Startup companies from the U.S. focused on transportation technology could be among the fatalities of COVID-19, as per the venture investors who say the latest funding and investment exits are on the verge of evaporating as the economic outlook darkens.
“We don’t know what it will look like on the other side of this zombie apocalypse,” said one investor, according to Reuters report.
Seven investors in several parts of the country commented on the condition of the transportation startup industry. All of them had transportation-related startups in their portfolios. They spoke anonymously because they were not allowed to speak on behalf of their investment partners.
“Almost all transportation startups are at greater risk” from the economic seismic wave caused due to coronavirus pandemic, a Silicon Valley investor told Reuters. “Will there be cascading effects that last for years? Absolutely.”
Startups that are at biggest risk are the ones that have not managed to close recent funding rounds or have just begun fundraising, as per the VCs, who symbolize both corporate and financial investors.

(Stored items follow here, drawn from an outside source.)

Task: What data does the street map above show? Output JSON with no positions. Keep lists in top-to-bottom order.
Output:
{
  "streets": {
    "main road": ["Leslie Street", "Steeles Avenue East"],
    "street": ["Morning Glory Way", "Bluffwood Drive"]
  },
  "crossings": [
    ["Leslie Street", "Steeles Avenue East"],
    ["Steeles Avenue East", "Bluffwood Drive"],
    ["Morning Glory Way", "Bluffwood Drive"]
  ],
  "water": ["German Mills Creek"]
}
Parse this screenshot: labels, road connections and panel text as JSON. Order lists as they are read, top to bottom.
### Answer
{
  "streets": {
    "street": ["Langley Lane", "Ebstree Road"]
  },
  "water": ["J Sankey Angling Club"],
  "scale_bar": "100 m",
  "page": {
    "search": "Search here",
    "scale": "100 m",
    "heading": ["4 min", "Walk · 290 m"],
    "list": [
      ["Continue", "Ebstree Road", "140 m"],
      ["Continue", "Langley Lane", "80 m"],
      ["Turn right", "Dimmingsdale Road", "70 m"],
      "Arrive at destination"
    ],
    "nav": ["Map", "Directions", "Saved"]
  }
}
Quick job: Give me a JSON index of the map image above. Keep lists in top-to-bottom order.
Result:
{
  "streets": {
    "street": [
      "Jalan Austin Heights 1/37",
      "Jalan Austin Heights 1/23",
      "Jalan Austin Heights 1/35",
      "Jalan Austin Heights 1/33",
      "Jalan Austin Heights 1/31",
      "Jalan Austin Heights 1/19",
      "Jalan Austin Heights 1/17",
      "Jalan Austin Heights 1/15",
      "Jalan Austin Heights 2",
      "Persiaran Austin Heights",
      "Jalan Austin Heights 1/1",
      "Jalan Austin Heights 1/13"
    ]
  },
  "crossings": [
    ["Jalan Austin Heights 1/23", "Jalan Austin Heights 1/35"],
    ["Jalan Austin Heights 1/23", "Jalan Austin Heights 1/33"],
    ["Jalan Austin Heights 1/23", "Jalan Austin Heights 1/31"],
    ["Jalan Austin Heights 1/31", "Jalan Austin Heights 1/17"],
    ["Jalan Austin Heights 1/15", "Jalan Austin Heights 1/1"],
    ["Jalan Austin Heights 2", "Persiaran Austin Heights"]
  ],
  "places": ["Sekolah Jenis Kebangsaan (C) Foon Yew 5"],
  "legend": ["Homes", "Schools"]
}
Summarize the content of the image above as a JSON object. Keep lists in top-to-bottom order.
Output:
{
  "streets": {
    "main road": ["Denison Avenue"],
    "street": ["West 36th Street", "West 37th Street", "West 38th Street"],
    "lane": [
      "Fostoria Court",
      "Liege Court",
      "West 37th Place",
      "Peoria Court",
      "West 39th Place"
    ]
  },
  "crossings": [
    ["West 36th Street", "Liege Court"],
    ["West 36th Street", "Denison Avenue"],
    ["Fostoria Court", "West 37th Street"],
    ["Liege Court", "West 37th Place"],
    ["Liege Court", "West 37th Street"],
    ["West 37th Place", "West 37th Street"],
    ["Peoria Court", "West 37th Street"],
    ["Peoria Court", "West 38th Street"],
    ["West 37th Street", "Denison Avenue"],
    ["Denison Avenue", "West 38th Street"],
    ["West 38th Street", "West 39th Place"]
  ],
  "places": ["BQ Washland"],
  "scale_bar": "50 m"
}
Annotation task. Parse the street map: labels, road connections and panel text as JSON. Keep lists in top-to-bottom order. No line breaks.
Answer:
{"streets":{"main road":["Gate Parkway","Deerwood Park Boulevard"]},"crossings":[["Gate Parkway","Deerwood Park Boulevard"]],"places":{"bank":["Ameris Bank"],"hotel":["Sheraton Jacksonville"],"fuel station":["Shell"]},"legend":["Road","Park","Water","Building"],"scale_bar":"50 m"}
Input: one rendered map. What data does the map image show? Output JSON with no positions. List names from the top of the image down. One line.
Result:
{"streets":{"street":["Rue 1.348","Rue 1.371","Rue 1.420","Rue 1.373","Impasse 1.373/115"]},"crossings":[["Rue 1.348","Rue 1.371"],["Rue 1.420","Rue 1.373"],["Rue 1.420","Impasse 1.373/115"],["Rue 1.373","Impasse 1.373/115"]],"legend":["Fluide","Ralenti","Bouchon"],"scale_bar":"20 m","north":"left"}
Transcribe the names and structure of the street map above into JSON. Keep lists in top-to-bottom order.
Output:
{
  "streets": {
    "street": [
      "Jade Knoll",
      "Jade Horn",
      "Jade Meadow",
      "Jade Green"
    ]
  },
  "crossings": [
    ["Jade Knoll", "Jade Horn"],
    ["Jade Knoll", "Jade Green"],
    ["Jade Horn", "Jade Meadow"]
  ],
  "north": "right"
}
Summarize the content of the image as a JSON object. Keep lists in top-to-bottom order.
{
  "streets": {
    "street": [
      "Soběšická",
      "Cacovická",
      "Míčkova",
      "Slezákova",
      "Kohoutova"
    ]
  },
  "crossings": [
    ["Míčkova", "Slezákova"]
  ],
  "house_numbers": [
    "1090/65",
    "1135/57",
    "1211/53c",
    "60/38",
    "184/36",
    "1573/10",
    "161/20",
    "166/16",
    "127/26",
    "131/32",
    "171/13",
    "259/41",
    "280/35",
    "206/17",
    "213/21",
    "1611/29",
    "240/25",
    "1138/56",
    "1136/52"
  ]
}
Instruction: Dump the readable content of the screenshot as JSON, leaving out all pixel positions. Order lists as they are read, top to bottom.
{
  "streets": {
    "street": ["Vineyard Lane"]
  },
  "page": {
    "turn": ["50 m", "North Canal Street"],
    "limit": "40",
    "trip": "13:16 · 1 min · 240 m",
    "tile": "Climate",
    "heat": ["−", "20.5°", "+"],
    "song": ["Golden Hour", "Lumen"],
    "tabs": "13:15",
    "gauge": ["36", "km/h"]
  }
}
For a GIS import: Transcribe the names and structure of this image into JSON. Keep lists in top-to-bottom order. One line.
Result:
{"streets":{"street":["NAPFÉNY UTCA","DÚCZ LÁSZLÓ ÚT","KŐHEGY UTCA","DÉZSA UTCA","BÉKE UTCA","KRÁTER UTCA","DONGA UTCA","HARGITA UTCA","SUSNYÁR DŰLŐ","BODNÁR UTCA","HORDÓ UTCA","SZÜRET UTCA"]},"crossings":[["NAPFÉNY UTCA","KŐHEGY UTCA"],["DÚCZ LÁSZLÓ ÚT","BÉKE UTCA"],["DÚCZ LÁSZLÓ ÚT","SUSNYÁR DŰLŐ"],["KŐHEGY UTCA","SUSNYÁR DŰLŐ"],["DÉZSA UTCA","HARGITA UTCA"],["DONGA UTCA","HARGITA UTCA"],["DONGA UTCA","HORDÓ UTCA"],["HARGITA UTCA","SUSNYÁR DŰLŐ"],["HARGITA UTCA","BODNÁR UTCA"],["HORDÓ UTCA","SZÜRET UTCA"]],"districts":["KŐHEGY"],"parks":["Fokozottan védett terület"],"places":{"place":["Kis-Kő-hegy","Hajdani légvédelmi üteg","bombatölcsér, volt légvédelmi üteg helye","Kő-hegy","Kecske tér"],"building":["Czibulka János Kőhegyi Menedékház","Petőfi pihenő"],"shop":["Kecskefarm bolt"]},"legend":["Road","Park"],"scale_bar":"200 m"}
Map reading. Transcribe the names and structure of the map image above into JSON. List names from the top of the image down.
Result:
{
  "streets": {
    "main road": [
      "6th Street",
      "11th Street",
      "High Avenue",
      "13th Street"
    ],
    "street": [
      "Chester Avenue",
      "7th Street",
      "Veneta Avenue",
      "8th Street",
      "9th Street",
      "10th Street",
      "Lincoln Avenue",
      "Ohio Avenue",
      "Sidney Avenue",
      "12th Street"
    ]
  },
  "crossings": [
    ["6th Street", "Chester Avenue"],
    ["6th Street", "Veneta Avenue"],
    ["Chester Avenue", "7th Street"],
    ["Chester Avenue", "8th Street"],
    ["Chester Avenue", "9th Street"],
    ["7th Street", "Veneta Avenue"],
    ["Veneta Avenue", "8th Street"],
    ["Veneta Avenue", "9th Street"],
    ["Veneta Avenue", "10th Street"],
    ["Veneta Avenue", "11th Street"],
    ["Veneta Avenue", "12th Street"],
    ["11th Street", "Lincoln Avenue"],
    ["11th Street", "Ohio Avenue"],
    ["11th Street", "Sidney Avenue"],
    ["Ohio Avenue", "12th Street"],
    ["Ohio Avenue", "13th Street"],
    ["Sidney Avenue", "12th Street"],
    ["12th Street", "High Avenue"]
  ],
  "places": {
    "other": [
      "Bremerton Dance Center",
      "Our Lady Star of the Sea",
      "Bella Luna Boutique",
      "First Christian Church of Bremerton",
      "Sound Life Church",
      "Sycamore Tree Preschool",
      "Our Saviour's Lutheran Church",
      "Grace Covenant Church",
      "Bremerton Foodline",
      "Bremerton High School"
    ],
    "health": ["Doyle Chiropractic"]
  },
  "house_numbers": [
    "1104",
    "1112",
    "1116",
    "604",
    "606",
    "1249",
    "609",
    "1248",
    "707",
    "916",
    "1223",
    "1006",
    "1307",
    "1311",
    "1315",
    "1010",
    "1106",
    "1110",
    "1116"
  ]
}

“We’ve been telling our portfolio companies to reduce your financing needs and readjust your focus on breakeven, rather than spending on growth,” said one Silicon Valley investor.
A Midwestern investor said he is requesting companies in his portfolio to draw down ongoing credit lines “before the bank shuts it down.” Amidst this situation, fresh investment in the transportation technology sector has dwindled since the onset of the pandemic.
“There is great demand (from startups), but very little supply” of new money, said the third investor. “There are still a lot of investors sitting on money, but they’re gun shy.”
Corporate investors taking their hands back from new investments as their stock prices drop and their financial perspective become ambiguous, said another of the managers.
Startups that work in the field of Self-driving vehicles are among the hardest hit. Valuations have been refusing for more than a year as automakers and suppliers persist to delay development and deployment deadlines.
Risk Increasing in other Sectors
With the rise of COVID-19, “we’re seeing more stress on the already fragile ecosystem around autonomous vehicles,” said one investor. “Some VCs who bet heavily on autonomous vehicles may be toast … We could see some serious bloodletting.”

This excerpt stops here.